#### DATA FOR PROCESSING
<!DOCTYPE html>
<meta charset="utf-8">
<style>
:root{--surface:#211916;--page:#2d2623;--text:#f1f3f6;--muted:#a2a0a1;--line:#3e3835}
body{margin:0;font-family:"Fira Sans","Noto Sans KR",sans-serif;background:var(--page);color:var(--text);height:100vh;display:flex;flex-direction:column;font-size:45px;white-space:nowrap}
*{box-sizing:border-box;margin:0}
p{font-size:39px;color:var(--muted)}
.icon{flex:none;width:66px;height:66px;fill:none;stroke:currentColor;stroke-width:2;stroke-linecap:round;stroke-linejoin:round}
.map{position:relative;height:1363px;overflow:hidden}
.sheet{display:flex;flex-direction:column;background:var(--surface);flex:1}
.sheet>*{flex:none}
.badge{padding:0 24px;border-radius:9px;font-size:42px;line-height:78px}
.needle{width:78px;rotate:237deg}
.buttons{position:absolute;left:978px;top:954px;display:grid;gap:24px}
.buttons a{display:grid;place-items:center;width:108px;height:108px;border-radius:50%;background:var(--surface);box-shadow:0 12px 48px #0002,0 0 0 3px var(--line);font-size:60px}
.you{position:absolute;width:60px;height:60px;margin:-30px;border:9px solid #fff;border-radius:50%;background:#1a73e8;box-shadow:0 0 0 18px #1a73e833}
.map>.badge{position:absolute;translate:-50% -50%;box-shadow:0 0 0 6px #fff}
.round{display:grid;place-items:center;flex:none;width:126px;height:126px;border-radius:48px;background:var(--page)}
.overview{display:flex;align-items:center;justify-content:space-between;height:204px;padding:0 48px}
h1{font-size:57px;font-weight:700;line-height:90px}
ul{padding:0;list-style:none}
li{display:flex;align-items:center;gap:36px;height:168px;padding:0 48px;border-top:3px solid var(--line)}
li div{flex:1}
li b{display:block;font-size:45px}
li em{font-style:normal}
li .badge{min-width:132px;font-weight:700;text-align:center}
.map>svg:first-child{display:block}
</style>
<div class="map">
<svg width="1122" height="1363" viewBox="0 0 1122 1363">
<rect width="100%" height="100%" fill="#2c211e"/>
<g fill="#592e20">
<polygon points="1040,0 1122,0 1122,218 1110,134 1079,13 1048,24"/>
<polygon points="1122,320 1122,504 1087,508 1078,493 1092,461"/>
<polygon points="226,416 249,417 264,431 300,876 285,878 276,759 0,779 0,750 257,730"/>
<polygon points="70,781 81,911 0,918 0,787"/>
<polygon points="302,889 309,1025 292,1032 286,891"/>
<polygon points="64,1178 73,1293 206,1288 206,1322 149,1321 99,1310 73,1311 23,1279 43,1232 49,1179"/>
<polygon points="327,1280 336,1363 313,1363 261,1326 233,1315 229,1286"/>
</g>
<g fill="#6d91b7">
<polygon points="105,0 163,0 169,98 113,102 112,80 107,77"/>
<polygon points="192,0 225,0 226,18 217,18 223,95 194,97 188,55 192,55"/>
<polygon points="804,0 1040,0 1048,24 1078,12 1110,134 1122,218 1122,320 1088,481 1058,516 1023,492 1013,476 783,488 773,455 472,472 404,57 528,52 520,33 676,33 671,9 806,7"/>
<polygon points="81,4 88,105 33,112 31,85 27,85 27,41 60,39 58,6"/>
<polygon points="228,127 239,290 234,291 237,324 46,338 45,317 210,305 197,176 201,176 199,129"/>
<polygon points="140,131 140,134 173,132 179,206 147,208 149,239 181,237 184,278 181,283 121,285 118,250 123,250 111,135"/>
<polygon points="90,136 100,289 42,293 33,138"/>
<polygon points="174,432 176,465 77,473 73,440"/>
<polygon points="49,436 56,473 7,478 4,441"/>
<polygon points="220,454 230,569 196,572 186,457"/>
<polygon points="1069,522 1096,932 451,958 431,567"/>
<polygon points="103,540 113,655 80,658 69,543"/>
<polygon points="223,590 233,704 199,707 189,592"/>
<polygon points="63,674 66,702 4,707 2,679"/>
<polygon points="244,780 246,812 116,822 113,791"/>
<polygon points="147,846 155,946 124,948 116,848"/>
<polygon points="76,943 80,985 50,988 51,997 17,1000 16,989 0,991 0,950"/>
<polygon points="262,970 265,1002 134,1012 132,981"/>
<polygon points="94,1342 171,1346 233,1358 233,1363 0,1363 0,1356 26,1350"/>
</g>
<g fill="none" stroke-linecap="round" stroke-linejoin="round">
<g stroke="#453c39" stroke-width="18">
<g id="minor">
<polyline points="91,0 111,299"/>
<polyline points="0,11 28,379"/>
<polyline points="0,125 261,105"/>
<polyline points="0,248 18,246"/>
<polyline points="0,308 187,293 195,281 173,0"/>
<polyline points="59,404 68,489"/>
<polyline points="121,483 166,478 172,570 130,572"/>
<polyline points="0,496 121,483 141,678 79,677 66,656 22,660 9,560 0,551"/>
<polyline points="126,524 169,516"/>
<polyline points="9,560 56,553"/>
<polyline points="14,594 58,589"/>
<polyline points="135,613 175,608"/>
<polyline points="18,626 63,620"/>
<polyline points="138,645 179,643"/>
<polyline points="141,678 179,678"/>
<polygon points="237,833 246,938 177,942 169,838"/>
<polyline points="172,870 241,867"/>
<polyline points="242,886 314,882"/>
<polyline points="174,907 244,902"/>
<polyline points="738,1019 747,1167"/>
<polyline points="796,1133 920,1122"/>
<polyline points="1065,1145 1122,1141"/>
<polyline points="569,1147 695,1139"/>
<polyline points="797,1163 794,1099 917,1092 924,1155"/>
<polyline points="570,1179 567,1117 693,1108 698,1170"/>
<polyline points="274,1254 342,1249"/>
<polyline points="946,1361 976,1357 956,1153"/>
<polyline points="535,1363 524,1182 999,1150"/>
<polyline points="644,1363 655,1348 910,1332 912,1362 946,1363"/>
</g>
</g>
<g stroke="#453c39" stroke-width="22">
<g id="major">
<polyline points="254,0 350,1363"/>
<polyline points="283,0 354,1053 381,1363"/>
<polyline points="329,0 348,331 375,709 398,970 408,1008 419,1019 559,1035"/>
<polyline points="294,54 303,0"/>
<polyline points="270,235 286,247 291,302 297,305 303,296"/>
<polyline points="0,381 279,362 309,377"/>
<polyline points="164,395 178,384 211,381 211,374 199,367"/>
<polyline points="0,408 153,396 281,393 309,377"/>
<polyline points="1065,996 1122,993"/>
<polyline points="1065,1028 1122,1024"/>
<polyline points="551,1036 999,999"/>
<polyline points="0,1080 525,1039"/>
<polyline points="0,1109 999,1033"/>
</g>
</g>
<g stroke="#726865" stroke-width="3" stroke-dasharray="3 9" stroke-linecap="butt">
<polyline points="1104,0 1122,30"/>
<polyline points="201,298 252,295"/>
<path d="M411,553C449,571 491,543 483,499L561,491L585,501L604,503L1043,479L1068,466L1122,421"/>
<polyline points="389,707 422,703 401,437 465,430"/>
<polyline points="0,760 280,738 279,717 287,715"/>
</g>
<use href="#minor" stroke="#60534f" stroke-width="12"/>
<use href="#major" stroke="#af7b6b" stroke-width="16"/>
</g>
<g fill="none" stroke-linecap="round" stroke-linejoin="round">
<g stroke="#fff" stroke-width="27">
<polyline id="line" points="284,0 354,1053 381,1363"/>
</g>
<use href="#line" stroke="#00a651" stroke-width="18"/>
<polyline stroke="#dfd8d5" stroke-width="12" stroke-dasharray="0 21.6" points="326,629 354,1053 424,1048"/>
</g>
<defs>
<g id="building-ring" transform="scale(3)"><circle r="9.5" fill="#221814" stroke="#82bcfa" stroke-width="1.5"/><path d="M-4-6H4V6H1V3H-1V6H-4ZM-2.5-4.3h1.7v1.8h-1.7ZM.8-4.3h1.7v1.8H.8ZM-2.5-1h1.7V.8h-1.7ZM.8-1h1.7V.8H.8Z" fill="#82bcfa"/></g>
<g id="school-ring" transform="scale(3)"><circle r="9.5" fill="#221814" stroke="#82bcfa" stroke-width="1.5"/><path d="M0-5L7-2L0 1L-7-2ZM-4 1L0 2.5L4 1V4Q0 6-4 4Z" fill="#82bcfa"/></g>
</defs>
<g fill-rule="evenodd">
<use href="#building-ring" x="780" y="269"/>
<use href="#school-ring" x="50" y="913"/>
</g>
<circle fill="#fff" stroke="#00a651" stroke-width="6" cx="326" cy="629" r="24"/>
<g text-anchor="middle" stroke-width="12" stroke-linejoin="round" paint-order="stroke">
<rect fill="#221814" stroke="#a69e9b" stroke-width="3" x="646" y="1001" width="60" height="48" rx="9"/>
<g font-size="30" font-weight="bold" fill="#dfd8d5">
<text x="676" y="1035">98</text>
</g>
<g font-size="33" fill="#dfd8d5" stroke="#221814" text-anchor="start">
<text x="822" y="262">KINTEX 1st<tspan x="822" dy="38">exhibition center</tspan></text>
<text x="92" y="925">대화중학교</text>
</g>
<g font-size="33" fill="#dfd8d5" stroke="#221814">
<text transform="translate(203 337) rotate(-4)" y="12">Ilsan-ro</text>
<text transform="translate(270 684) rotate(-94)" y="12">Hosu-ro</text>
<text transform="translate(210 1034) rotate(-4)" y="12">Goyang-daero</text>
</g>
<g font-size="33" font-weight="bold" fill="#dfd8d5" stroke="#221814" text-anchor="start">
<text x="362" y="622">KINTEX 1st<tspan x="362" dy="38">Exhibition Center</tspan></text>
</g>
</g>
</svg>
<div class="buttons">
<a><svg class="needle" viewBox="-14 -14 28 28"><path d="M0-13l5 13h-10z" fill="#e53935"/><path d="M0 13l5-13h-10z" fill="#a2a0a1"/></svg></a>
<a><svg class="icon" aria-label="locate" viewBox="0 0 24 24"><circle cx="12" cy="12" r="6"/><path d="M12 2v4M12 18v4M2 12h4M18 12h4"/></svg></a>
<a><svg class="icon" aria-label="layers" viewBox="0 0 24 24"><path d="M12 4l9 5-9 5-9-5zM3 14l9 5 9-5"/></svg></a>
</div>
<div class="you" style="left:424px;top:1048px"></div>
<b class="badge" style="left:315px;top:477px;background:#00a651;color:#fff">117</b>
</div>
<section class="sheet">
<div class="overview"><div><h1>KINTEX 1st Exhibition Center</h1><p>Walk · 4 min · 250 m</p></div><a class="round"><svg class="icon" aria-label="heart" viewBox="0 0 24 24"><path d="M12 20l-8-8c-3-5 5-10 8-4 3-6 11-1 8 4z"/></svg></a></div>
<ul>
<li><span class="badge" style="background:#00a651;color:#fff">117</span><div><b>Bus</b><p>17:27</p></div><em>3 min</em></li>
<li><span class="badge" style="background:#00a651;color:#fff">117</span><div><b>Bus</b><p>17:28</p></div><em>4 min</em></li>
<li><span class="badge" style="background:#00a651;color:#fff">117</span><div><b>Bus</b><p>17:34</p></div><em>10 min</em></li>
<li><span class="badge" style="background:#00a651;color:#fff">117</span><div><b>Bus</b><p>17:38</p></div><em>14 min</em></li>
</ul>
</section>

#### WORK ORDER
Pull every line with the string "solid" from the data above.

#### WRITTEN ANSWER
.you{position:absolute;width:60px;height:60px;margin:-30px;border:9px solid #fff;border-radius:50%;background:#1a73e8;box-shadow:0 0 0 18px #1a73e833}
li{display:flex;align-items:center;gap:36px;height:168px;padding:0 48px;border-top:3px solid var(--line)}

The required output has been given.